I’ve used Optolong filters for the past 5 years now. They have performed well and are reasonably priced for the majority of backyard astrophotographers. Optolong sent me a set (Ha, OIII, SII) of their new 3nm filters and wanted me to try them out.

The advantage of 3nm filters vs the more common 7nm (or 6.5nm), is the bandpass is much narrower. This is good, especially for those backyard astro imagers dealing with light pollution. The 3nm filter will make sure that the data collected by the sensor is far more of the pure signal being emitted from the depths of space; and not unwanted photons such as light pollution from that street light or outside house light your neighbour likes to leave on while inside for the night.

For my first test images (below) and the image above, I used an Explore Scientific 127CF triplet refractor at F5.2, a QHY268M cool cmos camera and of course the Optolong 3nm filters.

One of the biggest issues facing backyard astrophotographers when it comes to filters is halos around bright stars.

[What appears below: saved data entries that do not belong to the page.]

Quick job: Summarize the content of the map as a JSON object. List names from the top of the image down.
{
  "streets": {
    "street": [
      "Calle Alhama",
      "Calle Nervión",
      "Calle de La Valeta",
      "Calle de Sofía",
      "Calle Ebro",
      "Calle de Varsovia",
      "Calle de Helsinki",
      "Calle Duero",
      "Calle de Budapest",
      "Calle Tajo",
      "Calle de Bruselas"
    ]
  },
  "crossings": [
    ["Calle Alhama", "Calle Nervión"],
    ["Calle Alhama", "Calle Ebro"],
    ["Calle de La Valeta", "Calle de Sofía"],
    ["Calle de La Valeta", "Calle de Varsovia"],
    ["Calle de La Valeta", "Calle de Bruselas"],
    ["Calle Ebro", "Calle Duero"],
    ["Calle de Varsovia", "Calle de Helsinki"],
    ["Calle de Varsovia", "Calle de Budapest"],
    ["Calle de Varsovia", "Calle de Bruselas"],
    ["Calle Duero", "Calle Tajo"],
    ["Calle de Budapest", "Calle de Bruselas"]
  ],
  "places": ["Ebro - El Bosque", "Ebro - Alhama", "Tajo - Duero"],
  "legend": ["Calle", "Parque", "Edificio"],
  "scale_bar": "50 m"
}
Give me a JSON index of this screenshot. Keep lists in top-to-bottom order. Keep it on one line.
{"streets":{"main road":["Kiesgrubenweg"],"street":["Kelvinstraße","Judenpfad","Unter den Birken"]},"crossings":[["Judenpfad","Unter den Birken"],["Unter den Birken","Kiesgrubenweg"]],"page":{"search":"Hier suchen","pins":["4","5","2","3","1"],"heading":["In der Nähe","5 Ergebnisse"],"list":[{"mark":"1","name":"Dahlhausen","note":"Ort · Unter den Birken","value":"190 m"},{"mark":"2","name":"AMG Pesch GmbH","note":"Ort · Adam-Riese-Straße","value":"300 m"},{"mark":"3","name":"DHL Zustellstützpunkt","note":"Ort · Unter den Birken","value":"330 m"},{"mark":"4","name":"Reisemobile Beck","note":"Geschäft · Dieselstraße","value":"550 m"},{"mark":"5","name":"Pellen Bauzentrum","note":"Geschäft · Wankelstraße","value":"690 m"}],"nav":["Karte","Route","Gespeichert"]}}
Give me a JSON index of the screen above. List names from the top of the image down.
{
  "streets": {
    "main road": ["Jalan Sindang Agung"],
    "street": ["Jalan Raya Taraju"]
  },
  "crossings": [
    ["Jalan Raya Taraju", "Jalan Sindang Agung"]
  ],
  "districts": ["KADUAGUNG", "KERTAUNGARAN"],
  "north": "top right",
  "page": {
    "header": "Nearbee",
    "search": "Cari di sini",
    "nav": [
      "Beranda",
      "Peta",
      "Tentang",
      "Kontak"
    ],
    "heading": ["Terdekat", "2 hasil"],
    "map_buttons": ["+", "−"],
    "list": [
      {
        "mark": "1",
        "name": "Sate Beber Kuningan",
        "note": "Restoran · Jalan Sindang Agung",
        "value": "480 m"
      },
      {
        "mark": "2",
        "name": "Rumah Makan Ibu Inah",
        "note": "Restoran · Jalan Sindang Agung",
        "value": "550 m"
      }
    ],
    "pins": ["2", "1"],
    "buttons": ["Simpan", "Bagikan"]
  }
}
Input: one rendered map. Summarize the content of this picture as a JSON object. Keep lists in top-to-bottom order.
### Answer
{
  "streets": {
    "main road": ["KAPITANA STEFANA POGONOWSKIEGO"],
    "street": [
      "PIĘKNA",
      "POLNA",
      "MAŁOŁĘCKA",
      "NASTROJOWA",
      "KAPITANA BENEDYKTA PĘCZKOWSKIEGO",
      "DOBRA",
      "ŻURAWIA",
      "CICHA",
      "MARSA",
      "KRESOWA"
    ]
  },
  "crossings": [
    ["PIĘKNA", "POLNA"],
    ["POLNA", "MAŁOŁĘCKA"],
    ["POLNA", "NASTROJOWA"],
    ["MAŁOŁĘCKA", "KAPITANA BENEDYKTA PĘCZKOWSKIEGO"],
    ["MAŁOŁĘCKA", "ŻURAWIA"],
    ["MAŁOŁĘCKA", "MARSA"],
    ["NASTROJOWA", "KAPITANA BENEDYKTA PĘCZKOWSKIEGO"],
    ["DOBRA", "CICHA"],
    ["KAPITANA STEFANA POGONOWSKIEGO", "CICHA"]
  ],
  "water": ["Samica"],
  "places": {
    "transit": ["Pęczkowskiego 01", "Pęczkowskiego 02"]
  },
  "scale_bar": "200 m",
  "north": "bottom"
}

So I wanted to really test the Optolong 3nm filters performance with this in mind. I chose the star Alnitak in Orion which is associated with the infamous Horsehead and Flame Nebulae – a popular imaging target for astrophotographers. Alnitak is famous in the astrophotography community for having a severe halo around it in images taken of this region of space. Perhaps phrasing it, Alnitak exposes halo problems with filters very easily, is better. 


So as I mentioned my main interest for these test shots of Alnitak were to see if there was any kind of halo appearing. Especially with the OIII filter which are notorious for halos. I was pleasantly surprised to see no halo at all with the Ha and SII filters and only a very slight hint of a halo in the OIII image. Really it was virtually halo free. That’s exactly what we want!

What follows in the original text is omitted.